Today we are going to talk about something that I thought was an absolute phenomenon in Korea. It made no since to me why Korea put such a high importance on Birthdays. But lets go through a little back story first.
All of Korea uses the Lunar calendar, not many changes other then New Years is on Feb. 24th - 26th (the third full moon from the solar new year Jan 1st.) The holiday is called Seolnal. I spoke with some Koreans telling me of an old tradition that Koreans don't actually "age" on their birthday, but instead everyone ages one year on Seonal. Something important to note that in Korea, when you are born, you are born as 1 year old, as opposed to America where you are 0.
Enough back story, now for mine. So in South Korea I found out that your first birthday is the most important, even though you can't remember it. I was invited to someones first b-day, along with I'd say 500 people. I never saw the parents who actually invited me as there were so many quest. And it's important for everyone to bring gifts. The child in question is usually dressed in these really fancy ceremonial type ropes. I was told this is very common and how all first b-days are held, I couldn't believe it, it is one of their biggest celebrations.

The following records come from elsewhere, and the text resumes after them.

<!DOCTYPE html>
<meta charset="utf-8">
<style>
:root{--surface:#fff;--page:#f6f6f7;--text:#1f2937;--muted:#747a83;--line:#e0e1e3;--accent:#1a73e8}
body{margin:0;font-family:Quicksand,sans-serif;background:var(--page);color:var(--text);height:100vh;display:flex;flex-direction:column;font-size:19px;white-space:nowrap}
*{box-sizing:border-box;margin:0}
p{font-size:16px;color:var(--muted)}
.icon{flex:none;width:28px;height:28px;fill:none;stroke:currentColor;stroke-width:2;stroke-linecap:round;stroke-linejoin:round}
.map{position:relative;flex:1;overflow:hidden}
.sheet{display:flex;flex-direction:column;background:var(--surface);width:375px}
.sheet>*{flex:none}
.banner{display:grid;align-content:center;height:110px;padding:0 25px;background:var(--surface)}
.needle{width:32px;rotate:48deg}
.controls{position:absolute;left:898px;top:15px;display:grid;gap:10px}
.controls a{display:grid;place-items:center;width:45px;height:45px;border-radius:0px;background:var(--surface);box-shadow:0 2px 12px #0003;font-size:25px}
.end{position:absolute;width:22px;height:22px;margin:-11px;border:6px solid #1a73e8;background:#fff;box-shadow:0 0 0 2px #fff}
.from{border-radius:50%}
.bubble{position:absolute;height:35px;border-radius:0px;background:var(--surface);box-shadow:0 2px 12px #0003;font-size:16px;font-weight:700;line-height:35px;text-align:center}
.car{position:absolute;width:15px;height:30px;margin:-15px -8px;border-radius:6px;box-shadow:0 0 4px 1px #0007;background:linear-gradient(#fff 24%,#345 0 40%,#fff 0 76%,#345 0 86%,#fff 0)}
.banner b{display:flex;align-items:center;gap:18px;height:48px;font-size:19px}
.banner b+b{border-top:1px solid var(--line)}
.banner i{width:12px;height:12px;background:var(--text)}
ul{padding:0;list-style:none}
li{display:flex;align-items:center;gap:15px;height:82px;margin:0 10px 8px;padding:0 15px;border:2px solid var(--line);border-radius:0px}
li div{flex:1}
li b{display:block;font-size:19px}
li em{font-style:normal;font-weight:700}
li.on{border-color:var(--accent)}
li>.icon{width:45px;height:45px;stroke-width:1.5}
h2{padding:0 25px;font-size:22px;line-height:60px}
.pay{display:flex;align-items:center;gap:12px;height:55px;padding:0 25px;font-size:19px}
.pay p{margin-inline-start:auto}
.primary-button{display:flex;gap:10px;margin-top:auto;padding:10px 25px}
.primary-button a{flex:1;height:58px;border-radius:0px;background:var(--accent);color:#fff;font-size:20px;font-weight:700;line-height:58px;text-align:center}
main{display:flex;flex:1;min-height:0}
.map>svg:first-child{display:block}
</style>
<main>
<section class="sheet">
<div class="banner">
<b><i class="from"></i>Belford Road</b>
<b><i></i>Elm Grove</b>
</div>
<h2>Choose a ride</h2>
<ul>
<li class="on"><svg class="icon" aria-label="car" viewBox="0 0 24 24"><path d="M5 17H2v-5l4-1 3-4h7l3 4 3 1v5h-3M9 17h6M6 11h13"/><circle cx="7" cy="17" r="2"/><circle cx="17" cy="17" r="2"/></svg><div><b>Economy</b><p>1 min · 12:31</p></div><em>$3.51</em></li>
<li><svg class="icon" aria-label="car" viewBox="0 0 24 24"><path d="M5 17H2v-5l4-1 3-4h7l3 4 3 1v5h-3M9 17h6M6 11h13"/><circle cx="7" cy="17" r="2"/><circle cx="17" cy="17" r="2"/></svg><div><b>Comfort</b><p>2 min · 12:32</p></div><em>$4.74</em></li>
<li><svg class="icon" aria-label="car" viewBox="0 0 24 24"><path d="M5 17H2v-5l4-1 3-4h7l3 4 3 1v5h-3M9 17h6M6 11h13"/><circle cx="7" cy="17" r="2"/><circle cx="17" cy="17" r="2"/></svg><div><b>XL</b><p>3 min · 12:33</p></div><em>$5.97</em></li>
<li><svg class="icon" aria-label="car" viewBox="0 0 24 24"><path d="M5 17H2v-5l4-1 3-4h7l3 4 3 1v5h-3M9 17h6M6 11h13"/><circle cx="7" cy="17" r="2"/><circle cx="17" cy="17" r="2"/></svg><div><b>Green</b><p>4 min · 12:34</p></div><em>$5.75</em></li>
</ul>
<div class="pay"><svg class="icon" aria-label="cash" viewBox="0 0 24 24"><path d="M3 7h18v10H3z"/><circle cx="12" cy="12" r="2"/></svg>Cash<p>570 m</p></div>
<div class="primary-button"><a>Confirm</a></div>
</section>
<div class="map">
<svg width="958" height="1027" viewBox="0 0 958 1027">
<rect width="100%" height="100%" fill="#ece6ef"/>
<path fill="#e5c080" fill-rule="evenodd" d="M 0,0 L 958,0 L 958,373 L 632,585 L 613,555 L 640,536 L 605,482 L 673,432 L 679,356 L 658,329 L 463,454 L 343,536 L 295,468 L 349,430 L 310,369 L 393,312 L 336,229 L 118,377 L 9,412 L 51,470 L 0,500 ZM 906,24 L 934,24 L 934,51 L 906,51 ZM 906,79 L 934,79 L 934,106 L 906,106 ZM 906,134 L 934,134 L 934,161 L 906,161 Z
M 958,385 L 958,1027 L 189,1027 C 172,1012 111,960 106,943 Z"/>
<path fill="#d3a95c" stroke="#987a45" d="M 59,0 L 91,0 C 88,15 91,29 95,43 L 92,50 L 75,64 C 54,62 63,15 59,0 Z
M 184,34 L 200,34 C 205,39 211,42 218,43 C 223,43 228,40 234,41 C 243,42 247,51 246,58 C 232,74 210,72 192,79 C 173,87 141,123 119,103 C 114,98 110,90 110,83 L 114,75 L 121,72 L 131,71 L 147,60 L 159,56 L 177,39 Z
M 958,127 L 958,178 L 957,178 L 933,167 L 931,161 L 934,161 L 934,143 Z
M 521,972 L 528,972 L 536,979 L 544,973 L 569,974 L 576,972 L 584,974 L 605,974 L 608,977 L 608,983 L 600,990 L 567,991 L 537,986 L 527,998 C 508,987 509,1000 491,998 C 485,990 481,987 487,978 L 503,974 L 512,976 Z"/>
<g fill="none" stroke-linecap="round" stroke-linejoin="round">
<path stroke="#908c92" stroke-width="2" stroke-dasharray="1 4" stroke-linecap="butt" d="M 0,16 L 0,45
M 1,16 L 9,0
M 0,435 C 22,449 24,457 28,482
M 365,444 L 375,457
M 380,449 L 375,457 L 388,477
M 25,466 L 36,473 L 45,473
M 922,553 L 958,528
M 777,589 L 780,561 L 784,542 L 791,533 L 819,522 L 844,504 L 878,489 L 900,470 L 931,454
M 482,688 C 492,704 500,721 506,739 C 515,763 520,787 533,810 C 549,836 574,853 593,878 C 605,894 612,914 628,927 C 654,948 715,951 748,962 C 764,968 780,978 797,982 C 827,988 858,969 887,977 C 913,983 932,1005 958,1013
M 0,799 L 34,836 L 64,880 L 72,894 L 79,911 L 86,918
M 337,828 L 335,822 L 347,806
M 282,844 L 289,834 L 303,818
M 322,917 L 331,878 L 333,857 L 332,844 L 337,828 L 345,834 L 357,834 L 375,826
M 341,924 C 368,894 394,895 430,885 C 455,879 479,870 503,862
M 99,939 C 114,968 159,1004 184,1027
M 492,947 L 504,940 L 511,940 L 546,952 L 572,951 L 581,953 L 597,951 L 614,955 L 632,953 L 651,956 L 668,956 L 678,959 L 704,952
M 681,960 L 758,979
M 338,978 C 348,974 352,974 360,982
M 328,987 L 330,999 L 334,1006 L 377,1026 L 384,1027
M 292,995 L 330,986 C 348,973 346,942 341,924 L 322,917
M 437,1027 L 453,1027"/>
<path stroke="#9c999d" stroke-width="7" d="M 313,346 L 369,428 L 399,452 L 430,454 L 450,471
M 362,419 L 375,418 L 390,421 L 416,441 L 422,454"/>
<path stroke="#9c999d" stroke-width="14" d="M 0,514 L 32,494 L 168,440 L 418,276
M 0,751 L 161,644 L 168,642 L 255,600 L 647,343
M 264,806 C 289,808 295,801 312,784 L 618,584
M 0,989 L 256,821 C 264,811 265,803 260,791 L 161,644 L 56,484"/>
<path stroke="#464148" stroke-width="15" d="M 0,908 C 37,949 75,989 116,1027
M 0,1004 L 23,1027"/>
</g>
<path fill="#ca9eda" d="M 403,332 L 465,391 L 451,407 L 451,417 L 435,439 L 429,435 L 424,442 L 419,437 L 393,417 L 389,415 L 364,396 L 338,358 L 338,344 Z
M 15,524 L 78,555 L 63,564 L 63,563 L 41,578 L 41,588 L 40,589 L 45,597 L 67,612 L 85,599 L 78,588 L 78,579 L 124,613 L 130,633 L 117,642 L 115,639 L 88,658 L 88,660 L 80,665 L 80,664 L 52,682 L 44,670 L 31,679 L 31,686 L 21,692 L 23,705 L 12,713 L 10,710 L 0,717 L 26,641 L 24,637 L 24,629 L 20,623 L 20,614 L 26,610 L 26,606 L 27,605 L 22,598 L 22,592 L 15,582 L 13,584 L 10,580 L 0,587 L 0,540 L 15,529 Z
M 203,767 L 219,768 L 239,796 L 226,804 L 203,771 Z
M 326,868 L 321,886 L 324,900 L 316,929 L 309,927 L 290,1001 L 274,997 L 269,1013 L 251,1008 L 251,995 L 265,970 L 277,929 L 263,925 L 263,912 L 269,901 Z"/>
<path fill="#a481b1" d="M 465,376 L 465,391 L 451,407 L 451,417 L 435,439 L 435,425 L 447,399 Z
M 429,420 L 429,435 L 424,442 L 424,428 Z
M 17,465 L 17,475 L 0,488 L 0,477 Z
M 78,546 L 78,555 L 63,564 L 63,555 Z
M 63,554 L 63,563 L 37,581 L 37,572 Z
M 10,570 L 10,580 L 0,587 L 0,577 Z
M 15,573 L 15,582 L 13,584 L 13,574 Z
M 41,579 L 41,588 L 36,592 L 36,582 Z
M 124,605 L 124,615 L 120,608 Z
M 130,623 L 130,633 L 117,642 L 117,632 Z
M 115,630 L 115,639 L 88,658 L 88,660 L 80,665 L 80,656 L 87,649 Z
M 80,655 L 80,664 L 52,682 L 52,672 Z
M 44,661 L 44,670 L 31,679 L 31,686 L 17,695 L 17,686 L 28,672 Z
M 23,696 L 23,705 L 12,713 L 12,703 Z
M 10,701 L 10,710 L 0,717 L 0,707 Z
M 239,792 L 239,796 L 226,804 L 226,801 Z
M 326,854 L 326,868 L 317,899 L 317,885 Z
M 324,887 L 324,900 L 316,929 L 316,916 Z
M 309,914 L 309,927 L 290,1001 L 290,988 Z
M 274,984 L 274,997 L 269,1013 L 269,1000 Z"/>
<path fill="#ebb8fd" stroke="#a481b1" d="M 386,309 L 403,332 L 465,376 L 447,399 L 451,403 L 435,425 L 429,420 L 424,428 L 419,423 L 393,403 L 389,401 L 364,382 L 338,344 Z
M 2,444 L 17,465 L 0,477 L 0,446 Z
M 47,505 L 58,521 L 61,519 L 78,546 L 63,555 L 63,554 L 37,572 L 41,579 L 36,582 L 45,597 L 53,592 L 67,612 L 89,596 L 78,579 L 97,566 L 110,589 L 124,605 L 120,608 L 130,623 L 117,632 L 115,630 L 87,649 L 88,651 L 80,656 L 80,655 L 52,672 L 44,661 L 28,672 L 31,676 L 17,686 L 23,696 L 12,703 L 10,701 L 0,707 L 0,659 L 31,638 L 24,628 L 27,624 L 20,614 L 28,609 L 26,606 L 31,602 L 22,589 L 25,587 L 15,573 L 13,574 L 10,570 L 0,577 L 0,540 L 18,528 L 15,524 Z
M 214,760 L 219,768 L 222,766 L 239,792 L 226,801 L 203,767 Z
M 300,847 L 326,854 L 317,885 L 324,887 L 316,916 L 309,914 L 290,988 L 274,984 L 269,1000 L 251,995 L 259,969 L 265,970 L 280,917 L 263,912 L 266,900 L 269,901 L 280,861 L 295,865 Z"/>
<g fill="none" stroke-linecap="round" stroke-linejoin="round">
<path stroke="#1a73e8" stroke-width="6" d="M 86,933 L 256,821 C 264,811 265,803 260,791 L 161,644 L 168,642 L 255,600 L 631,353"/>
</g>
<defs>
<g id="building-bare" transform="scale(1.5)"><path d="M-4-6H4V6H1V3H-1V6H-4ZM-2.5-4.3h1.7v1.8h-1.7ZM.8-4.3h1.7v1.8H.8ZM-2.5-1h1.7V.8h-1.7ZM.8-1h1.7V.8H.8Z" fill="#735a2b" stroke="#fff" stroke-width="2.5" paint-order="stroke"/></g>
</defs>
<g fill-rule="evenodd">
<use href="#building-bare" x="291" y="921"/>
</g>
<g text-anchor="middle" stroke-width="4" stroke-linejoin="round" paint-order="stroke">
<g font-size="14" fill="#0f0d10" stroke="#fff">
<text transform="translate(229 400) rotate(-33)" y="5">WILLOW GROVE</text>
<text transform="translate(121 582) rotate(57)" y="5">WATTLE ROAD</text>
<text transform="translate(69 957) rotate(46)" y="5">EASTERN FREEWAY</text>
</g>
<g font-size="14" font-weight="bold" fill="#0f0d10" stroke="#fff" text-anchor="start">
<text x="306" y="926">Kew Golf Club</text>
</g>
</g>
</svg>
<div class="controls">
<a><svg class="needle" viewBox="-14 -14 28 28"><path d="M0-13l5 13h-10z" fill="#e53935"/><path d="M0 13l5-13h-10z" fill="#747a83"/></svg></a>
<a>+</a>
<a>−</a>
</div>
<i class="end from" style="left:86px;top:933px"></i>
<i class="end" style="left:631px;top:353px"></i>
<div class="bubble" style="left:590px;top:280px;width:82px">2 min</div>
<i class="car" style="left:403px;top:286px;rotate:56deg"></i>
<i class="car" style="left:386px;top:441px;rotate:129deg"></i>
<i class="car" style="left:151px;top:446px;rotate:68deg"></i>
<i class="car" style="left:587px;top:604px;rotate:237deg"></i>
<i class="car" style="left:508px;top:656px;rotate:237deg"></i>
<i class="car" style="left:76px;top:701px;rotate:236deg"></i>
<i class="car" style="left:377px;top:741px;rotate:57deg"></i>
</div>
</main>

What about the rest of your birthdays? Good question. As a teacher I was able to take part in all of my students birthdays held by the school. And each and every time I was surprised by what I saw. It was pressured heavily on the family to throw a party at the school for their child. And so what would happen is the parents would bring in literally mounds and mounds of food. Far more then a class of twelve six year olds could ever eat. Some would bring in a Mountain bouquet of Fruit that almost reached the ceiling, some parents bought 3 tier cakes you'd see at a wedding. After my students parents learned I liked fried chicken, they would bring me baskets of it (no complaints). But why do they go through all of this food when it can't be eating. It's easy, to show off. Koreans lives revolve around money, they love the stuff, and the more money you have the better off you are in life. So parents in order to look as if they were well off and successful, would shower food and gifts at their child's b-day party. They are actually so worried of looking poor in front of others they will spend their money simply to say, no I'm not.
It's sad but true, I've learned that Koreans are always worried about what others will think of them, almost like American Christians. They judge everyone but hate to be judged, and will say its bad to judge others.